As all the data delivery is performed by agents (not Management Console), some agents will have to take the role of "cloud" agent when an admin needs to work with data in cloud storage. This article explains some of the specifics of its behavior and contains recommendations on how to configure the 'cloud' agent for better performance.
Technically an agent can be set up to sync files at local storages in some jobs and at cloud storages in other jobs. However, for the latter, some fine-tuning of the agent's settings will be required which may negatively impact the former. Thus, first of all, it's highly advisable to isolate such an agent and let it only work with a specific cloud storage and assign a special profile to that agent.
Create a new group, add the agent here and assign Cloud storage profile to the group or apply "Cloud storage" preset to a separate profile for this group. Later, perform all settings adjustments in that isolated profile only.
Cloud storage path for a group is not supportedDon't use group for a cloud storage path. Use the agent from this group when configuring the job.
Some of the behavior patterns are hardcoded and cannot be changed manually. Others are to be changed in the isolated profile as advised above.
A cloud agent does not try to resolve filename conflict and will upload a file to storage as-is, ending up with two objects. Other non-cloud agents will act in accordance with their system specifics and Profile settings in this regard.
Cloud agent does not check files' pieces for copying local file pieces benefits.
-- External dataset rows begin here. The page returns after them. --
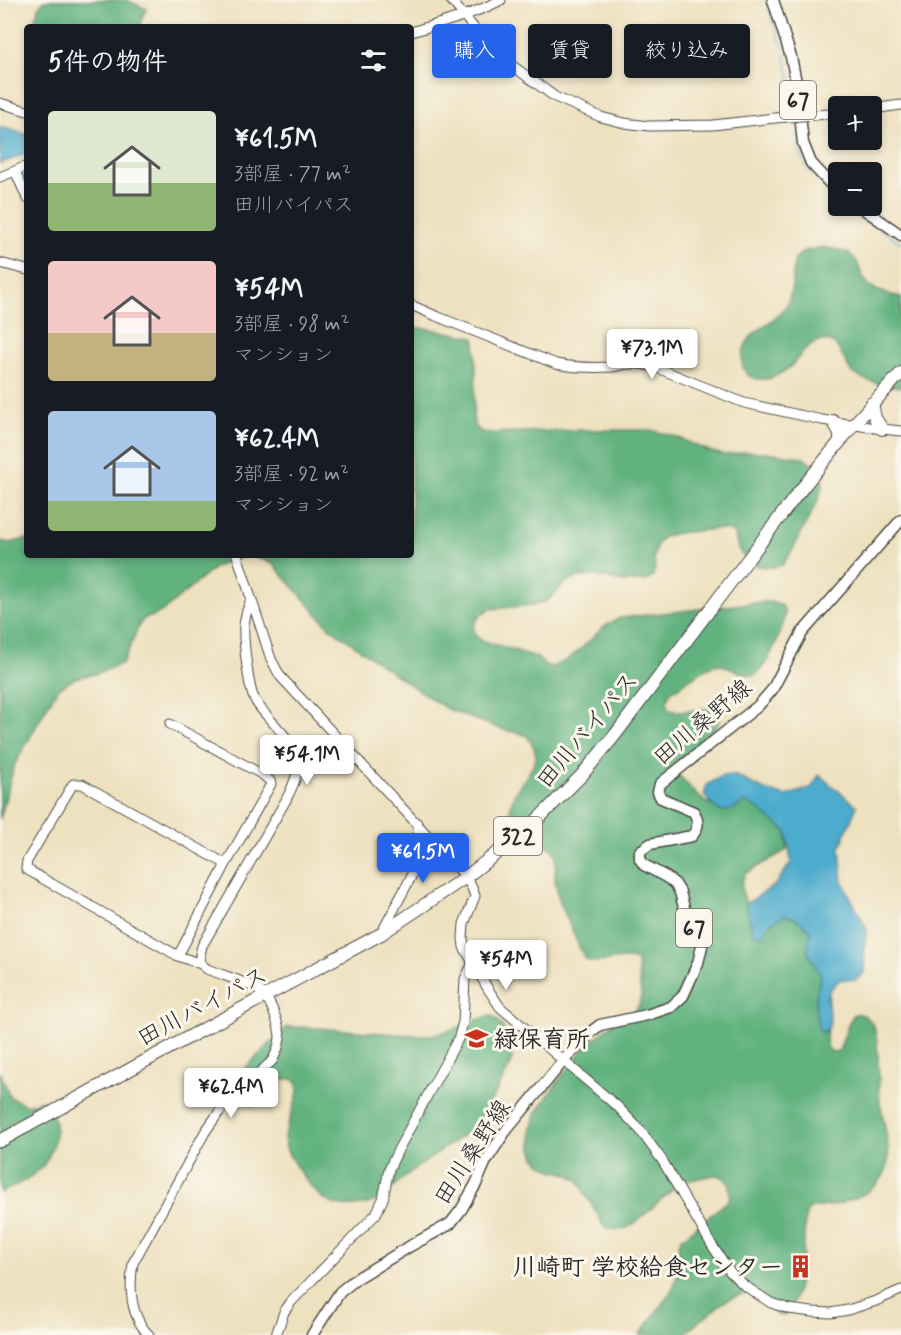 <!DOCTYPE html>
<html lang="ja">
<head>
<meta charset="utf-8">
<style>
	body { margin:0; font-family:Mynerve,"Klee One",sans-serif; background:#242831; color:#f1f3f6; height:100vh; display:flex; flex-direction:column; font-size:22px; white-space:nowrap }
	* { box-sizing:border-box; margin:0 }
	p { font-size:20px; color:#9ea1a6 }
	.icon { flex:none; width:33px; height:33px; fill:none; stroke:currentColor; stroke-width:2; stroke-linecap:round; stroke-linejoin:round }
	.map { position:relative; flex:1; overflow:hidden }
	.sheet { position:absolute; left:24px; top:24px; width:390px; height:534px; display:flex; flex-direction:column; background:#171b24; border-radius:6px; box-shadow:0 3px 9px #0003 }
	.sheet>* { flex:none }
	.banner { position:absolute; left:432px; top:24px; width:378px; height:54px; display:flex; gap:12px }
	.tools { position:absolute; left:828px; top:96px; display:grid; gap:12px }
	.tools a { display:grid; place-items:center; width:54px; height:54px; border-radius:6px; background:#171b24; box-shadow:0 3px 9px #0003; font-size:30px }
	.price { position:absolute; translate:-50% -51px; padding:0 14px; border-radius:6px; background:#fff; color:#222; font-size:20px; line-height:39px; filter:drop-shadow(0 2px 3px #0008) }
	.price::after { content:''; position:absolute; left:50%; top:36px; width:18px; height:14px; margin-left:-9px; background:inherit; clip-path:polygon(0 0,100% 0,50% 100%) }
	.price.active { background:#2563eb; color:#fff }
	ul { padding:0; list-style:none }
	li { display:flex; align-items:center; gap:18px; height:150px; padding:0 24px }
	li span { display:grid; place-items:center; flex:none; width:168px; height:120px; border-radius:6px; color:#555 }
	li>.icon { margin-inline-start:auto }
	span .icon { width:72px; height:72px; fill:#fffc; stroke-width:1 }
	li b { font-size:26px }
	h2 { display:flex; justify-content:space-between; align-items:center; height:72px; padding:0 24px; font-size:26px }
	.pill { padding:0 21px; border-radius:6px; background:#171b24; box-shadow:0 3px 9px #0003; font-size:21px; line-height:54px }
	.pill.active { background:#2563eb; color:#fff }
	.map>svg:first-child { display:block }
	.forest { fill:#62b27f; stroke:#466e55; stroke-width:1.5 }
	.water { fill:#4eaccd; stroke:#3c6c7c; stroke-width:1.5 }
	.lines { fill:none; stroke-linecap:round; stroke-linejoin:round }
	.stream { stroke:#4eaccd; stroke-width:1.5 }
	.secondary-casing { stroke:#484641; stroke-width:11 }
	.primary-casing { stroke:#484641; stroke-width:13 }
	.highway-casing { stroke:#484641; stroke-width:14 }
	.secondary { stroke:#fff; stroke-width:9 }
	.primary { stroke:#fff; stroke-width:10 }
	.highway { stroke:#fff; stroke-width:12 }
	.secondary-bridge-casing { stroke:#484641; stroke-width:11; stroke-linecap:butt }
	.secondary-bridge { stroke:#fff; stroke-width:9 }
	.labels { text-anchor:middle; stroke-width:6; stroke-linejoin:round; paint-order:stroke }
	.shield { fill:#fbf7ec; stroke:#696865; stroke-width:1.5 }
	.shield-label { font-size:22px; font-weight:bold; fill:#2b2b2b }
	.street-label { font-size:24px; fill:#2b2b2b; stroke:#fbf7ec }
	.poi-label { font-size:24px; font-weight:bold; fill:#2b2b2b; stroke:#fbf7ec; text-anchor:start }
</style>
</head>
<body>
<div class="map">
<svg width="901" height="1335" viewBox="0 0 901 1335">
	<rect width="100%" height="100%" fill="#fbf7ec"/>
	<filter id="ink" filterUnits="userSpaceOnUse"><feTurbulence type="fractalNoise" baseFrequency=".0167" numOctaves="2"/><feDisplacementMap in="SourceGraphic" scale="12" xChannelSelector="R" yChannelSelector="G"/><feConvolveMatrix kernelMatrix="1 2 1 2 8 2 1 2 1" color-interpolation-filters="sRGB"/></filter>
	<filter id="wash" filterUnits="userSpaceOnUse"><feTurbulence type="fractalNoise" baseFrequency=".008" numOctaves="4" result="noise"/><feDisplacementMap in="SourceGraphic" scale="24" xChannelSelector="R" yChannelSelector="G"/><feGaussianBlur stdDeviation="1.35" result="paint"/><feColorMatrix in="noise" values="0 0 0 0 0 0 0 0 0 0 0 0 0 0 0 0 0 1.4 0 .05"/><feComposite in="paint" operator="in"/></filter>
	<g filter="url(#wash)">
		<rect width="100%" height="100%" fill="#eee1c0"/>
		<path class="forest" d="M44 0H126L147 9 142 17 141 27H33L38 8Z
			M822 247C831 249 842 250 850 254 856 258 858 264 860 270 867 291 882 293 901 297V387C884 385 867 383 853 373 844 365 841 343 827 341 810 338 801 356 791 366 786 371 778 375 771 378 765 380 755 380 749 376 744 372 742 366 742 360 744 327 775 327 787 304 794 291 792 274 795 259L802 252Z
			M411 327 430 329 473 337 475 339 476 373 473 417 475 426 478 429 482 432 492 433 583 430H650L674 436 709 451 724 455 746 452H765L801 457 816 465 822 473 823 483 819 498 792 551 782 565C765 571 747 566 739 550 737 545 736 540 735 535L728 530 718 529 677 533 663 537 657 544 654 557 655 568 653 575 650 579 643 581 624 582 596 576 578 577 565 583 547 601 532 605 490 609C478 615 465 630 481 640L536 657 545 665 551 667C572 661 587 642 603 628 608 624 614 621 620 618L761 602C771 602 785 600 785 615 784 626 765 673 754 675 740 677 728 662 714 665 705 668 680 686 671 692 666 699 666 703 669 710 685 714 702 707 718 709 722 715 720 721 717 726L680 760 677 765 678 774 695 793 705 802 720 808 749 799 775 806 787 833V849L783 852 745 874C740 884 741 894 747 904L763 902 810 926 829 993 826 1042 828 1048 832 1052 839 1051 849 1022 854 1014C870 1011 876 1030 877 1042 879 1062 878 1082 880 1102 883 1120 893 1153 886 1170 879 1190 854 1200 835 1205 828 1207 819 1206 812 1208 807 1210 806 1214 805 1218 804 1250 802 1284 789 1313L783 1316 777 1315 769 1307 749 1292 734 1297 722 1303 683 1335H640L674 1287 678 1269V1248L681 1239 729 1200 730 1196 729 1183 721 1176 714 1175 681 1182 634 1224 625 1229H608L603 1226 594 1208 586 1196 580 1183 577 1179 568 1174 553 1170 543 1165 535 1157 532 1148 531 1131 535 1115 558 1081 585 1047 612 1024 633 1013 639 1005 641 995 637 962C623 952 599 969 584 958L559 900 555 881 556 854 542 840 526 832 517 825 511 818 510 812 511 804 516 791 532 768 536 756 534 747 527 736 520 733 504 730 447 709 397 676 329 627 273 564 253 556H245L215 567 167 608 154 616 145 618 139 625 123 663 95 674 75 678 59 688 52 698 14 766 0 819V541L10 543 27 539V555H411Z
			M492 1016C505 1023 514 1051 511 1065L480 1120 471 1130C449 1144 428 1160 407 1175 397 1182 389 1193 379 1199 374 1203 368 1204 362 1205 336 1210 322 1202 307 1181 298 1170 284 1152 284 1137L298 1093 297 1081C276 1070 269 1101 252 1105 238 1100 231 1090 237 1076L287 1027C324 1027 361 1032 398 1034 408 1034 420 1036 430 1035 452 1033 471 1019 492 1016Z
			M0 1072 10 1097 26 1105 43 1100C46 1105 50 1111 53 1116 60 1133 50 1161 37 1172 26 1181 13 1187 0 1193Z"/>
		<path class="water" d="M0 127 27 134V153L0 164Z
			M734 775 765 790 786 796 811 788 819 775 857 806 840 847 843 882 867 930C862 946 866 958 864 973L856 980 841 979C814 1001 836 1006 828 1029L821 1033C812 1014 815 995 821 975L807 951 811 931 797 919 785 915 769 924 763 936 753 933 746 904 775 885 791 863 787 832 761 811 746 802C724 814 720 817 704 795L707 785 722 776Z"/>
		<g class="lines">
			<path class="stream" d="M766 0 783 49
				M785 54 791 84
				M797 133C799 159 809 174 828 190
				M848 206 901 243"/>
		</g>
	</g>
	<g filter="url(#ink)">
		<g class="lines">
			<defs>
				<path id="secondary" d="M451 0 478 33 506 61 555 97 601 117 624 123 649 126 713 125 775 118
					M411 32C441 23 472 15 501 0
					M0 103 27 111
					M872 109 901 105
					M15 171 27 198
					M0 177 27 166
					M0 263 27 270
					M411 305 436 316 556 364C576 368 592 368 612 367 619 366 625 364 631 364 639 363 647 365 655 367L744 403 822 420 882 429 901 431
					M237 555 271 659 280 676 466 877 472 888 475 896 464 924 463 938 464 947 488 989 500 1007 618 1107 640 1130 662 1160 713 1247 731 1273 745 1286 771 1303 789 1309 812 1312 831 1313 848 1310 876 1301 901 1290
					M170 724 263 775 270 781 271 784 226 864 178 956
					M263 775 284 736
					M382 932 410 879 417 861 419 845 417 823
					M201 964 200 955 202 946 286 800C309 755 298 751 268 717 263 711 257 705 254 698 248 686 243 639 244 625 245 616 248 607 251 599
					M149 1335C130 1316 129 1288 133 1263L205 1132 222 1108 272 1061C276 1054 279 1046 280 1038 280 1026 270 997 260 991 248 982 221 975 207 969L201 964 178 956 26 869 27 861 73 784H82L226 864
					M276 1335 284 1312 291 1302 376 1214 383 1199 389 1169 398 1150 459 1037 463 1022 465 979 471 967 474 965"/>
				<path id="primary" d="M773 0 791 57 797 87 803 143 811 163 838 192
					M859 206 901 235
					M312 1335 340 1292 356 1279 412 1245 450 1224 461 1210 476 1184 486 1161 505 1132 564 1060 592 1031 600 1025 647 1015 671 1007 683 996 698 963 702 946 698 934 687 919 680 892 675 884 666 877 644 865 640 859V851L650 844 692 836C699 827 699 822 694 812L661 798 658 792 660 784 758 706 772 690 802 633 901 520"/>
				<path id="highway" d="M872 403 875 418 882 429
					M833 421 840 433V441
					M0 1141 189 1037 381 934 466 877 529 828 582 775 615 735 795 497 854 424 901 373"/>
			</defs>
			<use href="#secondary" class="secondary-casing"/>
			<use href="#primary" class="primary-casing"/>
			<use href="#highway" class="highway-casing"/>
			<use href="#secondary" class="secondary"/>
			<use href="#primary" class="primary"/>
			<use href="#highway" class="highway"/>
			<defs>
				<path id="secondary-bridge" d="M775 118 829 114"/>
			</defs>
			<use href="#secondary-bridge" class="secondary-bridge-casing"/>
			<use href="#secondary-bridge" class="secondary-bridge"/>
		</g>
	</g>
	<defs>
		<symbol id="school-bare" viewBox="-9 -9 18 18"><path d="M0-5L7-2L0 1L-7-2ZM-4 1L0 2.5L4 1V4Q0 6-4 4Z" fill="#c8321e" stroke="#fbf7ec" stroke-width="2.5" paint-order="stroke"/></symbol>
		<symbol id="building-bare" viewBox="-9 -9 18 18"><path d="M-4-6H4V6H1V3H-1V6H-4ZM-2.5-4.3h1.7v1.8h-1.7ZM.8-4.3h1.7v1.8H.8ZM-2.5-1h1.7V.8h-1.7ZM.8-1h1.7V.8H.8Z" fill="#c8321e" stroke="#fbf7ec" stroke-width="2.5" paint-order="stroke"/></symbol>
	</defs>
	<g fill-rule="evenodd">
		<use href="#school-bare" x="460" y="1022" width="33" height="33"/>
		<use href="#building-bare" x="784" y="1250" width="33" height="33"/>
	</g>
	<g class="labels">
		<g class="shield">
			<rect x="780" y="81" width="36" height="38" rx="4.5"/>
			<rect x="494" y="817" width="48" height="38" rx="4.5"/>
			<rect x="676" y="909" width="36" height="38" rx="4.5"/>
		</g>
		<g class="shield-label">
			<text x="798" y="108">67</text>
			<text x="518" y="844">322</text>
			<text x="694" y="936">67</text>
		</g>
		<g class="street-label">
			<text transform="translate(702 722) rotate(-40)" y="8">田川桑野線</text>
			<text transform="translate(587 730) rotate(-50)" y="8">田川バイパス</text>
			<text transform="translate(202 1006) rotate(-28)" y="8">田川バイパス</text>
			<text transform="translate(472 1152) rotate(-57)" y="8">田川桑野線</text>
		</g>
		<g class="poi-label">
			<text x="494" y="1047">緑保育所</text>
			<text x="783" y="1275" text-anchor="end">川崎町 学校給食センター</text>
		</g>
	</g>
</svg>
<div class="tools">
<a>+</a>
<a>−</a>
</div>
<b class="price" style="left:652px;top:380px">¥73.1M</b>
<b class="price" style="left:307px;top:786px">¥54.1M</b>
<b class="price active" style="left:423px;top:884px">¥61.5M</b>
<b class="price" style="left:506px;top:991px">¥54M</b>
<b class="price" style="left:231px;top:1119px">¥62.4M</b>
<div class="banner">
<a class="pill active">購入</a>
<a class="pill">賃貸</a>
<a class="pill">絞り込み</a>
</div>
<section class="sheet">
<h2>5件の物件<svg class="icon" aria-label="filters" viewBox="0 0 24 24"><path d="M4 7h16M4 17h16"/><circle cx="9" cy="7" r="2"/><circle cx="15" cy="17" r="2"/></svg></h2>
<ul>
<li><span style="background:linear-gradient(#dfe7d0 60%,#8fb573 0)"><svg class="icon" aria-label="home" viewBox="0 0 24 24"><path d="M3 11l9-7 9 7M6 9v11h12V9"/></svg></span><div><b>¥61.5M</b><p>3部屋 · 77 m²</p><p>田川バイパス</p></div></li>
<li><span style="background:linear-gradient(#f6c9c9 60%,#c2b280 0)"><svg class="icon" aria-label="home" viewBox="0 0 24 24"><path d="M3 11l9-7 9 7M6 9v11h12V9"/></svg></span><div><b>¥54M</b><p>3部屋 · 98 m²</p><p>マンション</p></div></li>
<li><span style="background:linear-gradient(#a9c7e8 75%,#8fb573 0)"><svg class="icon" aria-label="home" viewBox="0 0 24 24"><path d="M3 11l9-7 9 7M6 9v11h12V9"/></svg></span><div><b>¥62.4M</b><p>3部屋 · 92 m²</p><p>マンション</p></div></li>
</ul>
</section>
</div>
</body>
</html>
The updated file will be fully re-synced.
Cloud storages don't have common file system notifications about new or updated files while working in continuous Synchronization job, thus cloud agent relies on periodic folder scan to discover file updates. In the configured "Cloud storage profile", "Rescan interval" parameter is set to an hour. If files change frequently there, decrease the rescan interval even more. Else, use force rescan option.
If the cloud agent acts as a destination in Consolidation or distribution job, set it to 0 (= disable) for the agents not to check local pre-seeded objects.
RAM requirements are the same as for synchronization to a non-cloud. See this article for details.
Special Profile settings
As mentioned above, the agent that will perform file transfer to/from a cloud storage, will require some special settings set in its Profile:
1) Increase "Number of disk I/O threads" parameter (agent profile) to 20 for your cloud agent. It's already set in the pre-configured Cloud storage profile.
2) When working with Google Cloud storage and uploading large files there, increase "Min size of torrent block" to 8388608 = 8Mb).
3) Disable periodic folder scan if the cloud agent is a destination agent in Distribution or Consolidation job. Set Rescan interval to 0 and restart the agent.
|No changes in cloud expected||Set "Rescan interval" parameter to zero (= disable it)|
|Cloud agent is Linux||
Run the following commands to allow Agent to control buffers for better performance
Add the following custom settings to profile
Change these settings as below:
|Cloud agent is Windows, performance over 1Gbps||
Add the following settings tp Profile:
Change these settings as below:
|Use distribution or consolidation job, cloud is the destination||Set "Rescan interval" parameter (agent profile) to zero.|
|Delivery to S3, performance up to 1Gbps||EC2 linux instance type t3.xlarge and below, general-purpose drive|
|Delivery to S3, performance above 1Gbps||EC2 linux instance type t3.xlarge with guaranteed 10Gbps performance (e.g. m5.8xlarge), provisioned drive|
|Delivery to Azure, performance up to 1Gbps||Linux general-purpose machine virtual D4s v3 or better|
|Delivery to Azure, performance above 1Gbps||
Linux memory-optimized virtual, storage D14 v2
|Delivery to Google cloud, performance above 2Gbps||
Linux machine type n1-standard-64 or better
Pre-seeded folder specifics
All cloud solutions do not allow to explicitly adjust modification time of the files that were uploaded to a cloud. This forces Agents to follow a complex logic to make a decision whether to download data from cloud or deliver data to cloud when same filenames are already on destination.
Basically, agents rely on file size to determine whether some syncing needs to be performed.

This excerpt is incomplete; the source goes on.